Opinion / Op-Ed Contributors

Cold snap fuels calls for heating

By Hong Liang (China Daily) Updated: 2013-01-21 07:58

But district heating seems too monumental a task to accomplish even for the can-do Shanghai municipal government. Even if the government is willing to foot the multi-billion dollar bill of laying a network of insulated pipes throughout the city, it would be a huge disruption to daily life.

Proponents of district heating should bear in mind that not all cities in developed countries provide such facilities. Most homes in Tokyo, for instance, are unheated. A recent study of European countries showed that in 2000, the percentage of residential units supplied by district heat was more than 90 percent in Iceland, but only one percent in the United Kingdom and 12 percent in Germany.

Some countries provide subsidies for the installation of space heating appliances in individual homes.

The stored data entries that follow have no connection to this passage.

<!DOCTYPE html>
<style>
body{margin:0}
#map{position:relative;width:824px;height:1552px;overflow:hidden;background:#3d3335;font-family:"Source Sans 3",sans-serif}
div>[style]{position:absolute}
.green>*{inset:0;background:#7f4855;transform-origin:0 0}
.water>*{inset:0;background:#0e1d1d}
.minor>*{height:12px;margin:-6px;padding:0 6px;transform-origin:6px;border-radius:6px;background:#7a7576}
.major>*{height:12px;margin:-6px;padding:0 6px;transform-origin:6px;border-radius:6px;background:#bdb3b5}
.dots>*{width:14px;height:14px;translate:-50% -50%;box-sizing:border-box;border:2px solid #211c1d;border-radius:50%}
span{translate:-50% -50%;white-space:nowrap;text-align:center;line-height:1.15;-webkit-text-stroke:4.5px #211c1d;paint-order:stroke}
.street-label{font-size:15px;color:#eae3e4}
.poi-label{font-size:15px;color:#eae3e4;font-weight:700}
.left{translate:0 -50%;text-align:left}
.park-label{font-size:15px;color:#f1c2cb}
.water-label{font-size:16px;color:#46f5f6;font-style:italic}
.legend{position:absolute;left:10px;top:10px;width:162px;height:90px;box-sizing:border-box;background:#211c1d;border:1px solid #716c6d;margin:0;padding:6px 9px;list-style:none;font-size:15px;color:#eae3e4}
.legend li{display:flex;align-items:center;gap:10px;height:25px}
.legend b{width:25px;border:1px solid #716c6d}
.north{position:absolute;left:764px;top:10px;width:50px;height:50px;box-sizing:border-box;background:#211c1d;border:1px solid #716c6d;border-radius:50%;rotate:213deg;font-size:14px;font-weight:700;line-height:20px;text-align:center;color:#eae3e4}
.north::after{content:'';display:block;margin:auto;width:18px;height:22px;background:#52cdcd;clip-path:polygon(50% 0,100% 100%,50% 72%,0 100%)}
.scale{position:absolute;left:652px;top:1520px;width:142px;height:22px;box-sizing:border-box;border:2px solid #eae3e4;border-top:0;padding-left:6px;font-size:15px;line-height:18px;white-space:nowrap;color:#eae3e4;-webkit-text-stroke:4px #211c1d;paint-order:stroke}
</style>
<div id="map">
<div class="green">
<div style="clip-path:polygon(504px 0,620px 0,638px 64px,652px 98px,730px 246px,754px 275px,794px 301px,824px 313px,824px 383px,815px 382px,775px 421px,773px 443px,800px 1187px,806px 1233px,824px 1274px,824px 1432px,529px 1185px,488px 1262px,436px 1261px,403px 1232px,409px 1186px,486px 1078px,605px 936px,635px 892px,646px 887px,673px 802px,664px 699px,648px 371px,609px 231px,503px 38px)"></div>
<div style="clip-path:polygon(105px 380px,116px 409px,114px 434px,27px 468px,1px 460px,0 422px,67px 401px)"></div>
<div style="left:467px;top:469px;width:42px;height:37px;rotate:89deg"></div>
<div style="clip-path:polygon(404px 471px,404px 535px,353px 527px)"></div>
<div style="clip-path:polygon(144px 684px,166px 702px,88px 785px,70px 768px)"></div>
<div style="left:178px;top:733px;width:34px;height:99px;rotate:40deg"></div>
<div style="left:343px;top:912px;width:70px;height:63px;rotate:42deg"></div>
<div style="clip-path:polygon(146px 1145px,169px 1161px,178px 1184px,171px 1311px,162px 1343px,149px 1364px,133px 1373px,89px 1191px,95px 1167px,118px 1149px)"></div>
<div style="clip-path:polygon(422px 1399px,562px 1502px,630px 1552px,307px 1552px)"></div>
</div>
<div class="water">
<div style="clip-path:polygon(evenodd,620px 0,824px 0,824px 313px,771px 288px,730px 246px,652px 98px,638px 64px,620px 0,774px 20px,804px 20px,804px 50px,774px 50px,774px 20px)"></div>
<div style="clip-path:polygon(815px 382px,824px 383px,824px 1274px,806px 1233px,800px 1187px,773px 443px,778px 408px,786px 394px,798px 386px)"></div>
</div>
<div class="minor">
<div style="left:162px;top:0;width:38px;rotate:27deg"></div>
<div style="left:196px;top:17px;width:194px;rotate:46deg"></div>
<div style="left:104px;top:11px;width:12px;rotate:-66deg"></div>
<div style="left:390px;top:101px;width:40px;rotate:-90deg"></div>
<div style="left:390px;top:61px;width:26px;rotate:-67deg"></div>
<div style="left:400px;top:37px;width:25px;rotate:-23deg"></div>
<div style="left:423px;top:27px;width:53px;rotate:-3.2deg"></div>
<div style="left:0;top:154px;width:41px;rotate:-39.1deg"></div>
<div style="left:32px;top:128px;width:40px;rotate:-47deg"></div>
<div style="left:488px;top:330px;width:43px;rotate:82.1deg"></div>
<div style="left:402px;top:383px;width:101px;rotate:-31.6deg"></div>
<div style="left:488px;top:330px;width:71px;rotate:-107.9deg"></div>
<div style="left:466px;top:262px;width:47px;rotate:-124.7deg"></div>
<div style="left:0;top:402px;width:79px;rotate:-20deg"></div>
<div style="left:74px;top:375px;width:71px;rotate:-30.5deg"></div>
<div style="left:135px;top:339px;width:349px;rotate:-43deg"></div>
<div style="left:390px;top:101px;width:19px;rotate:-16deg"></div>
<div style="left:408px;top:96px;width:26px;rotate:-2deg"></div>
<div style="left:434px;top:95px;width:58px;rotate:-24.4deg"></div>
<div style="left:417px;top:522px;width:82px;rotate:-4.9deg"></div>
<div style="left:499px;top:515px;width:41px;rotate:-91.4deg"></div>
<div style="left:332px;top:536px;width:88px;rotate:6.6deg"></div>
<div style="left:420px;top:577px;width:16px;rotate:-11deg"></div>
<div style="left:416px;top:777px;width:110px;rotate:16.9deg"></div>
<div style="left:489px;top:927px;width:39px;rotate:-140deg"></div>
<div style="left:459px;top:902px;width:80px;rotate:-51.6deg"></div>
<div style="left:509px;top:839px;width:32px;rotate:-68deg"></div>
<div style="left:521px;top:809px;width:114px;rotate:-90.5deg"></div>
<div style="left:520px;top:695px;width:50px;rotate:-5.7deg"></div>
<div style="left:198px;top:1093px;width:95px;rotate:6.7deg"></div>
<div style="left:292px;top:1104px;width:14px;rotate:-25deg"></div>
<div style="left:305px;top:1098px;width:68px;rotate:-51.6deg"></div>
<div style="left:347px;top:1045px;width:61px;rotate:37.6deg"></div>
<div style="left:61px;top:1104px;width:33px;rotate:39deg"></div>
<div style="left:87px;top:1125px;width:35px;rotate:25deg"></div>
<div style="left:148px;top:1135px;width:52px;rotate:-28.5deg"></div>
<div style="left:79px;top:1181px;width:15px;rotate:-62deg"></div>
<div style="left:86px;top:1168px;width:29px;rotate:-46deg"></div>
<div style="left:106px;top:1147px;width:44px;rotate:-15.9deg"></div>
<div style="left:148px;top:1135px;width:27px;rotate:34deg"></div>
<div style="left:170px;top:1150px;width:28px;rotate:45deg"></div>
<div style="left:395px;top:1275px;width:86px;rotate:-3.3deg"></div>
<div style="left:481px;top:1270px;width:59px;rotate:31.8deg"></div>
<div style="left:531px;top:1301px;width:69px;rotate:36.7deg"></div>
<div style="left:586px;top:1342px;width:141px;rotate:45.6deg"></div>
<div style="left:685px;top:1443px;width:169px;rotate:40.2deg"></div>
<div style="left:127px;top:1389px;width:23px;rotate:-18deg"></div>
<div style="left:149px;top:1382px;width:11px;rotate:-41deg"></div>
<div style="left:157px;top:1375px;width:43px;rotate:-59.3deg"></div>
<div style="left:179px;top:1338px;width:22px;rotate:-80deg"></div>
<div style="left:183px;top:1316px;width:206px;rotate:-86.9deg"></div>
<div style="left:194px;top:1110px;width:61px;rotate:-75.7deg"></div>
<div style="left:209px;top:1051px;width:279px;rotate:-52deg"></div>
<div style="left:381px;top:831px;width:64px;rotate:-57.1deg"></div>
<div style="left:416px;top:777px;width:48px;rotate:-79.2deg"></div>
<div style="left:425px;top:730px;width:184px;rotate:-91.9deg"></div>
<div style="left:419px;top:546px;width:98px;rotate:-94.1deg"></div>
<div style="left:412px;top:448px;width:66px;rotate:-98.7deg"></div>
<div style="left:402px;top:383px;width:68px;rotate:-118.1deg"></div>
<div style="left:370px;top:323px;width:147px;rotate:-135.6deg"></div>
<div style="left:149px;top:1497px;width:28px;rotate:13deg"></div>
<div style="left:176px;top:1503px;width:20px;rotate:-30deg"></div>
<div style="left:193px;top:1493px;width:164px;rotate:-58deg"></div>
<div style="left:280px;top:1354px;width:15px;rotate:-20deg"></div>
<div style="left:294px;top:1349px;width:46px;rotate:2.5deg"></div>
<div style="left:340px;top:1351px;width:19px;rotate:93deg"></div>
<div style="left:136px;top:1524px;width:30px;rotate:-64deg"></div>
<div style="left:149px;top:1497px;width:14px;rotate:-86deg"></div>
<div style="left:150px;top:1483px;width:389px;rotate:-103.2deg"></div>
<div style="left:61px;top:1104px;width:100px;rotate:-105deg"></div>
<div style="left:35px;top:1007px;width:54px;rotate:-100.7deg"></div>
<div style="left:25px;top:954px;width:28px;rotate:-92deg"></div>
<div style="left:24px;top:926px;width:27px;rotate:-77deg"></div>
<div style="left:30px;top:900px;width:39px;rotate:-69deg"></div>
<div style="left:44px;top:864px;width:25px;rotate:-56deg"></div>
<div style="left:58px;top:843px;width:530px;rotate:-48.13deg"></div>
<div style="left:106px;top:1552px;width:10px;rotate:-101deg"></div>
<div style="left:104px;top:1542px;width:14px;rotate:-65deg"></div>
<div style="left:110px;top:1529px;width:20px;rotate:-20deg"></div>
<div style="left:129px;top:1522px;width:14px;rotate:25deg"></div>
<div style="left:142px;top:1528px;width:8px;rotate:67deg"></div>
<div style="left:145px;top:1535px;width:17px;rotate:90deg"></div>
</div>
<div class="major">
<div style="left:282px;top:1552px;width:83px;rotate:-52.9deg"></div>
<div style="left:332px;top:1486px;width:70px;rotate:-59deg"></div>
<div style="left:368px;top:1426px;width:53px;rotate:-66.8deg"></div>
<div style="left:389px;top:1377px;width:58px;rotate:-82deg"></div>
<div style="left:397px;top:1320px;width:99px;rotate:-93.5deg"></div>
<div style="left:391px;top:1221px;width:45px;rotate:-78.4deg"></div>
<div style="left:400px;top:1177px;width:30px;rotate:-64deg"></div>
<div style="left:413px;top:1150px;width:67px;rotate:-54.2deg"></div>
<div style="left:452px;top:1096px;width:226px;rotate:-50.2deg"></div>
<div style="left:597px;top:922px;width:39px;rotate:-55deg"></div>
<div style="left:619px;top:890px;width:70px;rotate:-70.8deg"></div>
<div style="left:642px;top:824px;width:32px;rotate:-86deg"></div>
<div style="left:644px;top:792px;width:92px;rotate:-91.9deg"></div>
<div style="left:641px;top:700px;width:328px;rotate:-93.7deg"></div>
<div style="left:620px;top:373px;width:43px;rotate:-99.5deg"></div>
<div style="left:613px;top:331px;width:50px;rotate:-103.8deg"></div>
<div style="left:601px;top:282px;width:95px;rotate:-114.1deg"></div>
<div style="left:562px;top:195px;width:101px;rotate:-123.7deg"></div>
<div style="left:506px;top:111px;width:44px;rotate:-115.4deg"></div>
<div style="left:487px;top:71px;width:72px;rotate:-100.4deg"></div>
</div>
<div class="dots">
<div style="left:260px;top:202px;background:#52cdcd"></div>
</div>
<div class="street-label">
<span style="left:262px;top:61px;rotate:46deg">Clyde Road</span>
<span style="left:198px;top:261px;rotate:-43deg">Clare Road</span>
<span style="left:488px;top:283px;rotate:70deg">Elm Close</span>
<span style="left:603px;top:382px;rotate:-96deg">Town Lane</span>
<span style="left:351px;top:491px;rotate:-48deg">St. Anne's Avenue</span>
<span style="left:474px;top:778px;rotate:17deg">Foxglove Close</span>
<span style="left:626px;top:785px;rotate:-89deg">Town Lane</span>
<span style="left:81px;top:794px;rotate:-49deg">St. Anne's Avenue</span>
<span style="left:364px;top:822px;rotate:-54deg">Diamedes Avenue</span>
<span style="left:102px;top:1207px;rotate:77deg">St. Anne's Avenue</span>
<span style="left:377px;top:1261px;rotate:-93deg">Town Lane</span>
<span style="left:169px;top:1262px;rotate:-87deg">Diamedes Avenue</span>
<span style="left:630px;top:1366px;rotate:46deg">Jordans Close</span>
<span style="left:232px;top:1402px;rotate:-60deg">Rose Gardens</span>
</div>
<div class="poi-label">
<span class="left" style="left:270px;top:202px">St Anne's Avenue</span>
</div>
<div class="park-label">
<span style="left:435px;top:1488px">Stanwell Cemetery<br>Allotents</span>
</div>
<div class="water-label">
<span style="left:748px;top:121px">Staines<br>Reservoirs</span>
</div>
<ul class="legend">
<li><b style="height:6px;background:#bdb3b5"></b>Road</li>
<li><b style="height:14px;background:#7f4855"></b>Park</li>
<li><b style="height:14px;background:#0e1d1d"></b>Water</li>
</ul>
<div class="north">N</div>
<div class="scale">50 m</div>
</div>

Others require developers to build central heating units to pipe heat into apartments in newly constructed large housing estates.

Shanghai city planning experts agree that district heating is not feasible. Instead, they recommend that the simplest and least expensive way to keep warm in the winter is to install buildings better-insulated windows in buildings. Other than that, just keep wearing a lot of clothes.

But that's not what the increasingly prosperous Shanghai people want to hear. Of course, the debate may die down when warmer weather returns in the spring. But the growing desire for heated homes is not going to go away. The government, which takes great pride in its people-oriented policies, will have to produce a plan to satisfy the yearning of more and more people of all classes to warm their homes in the winter time.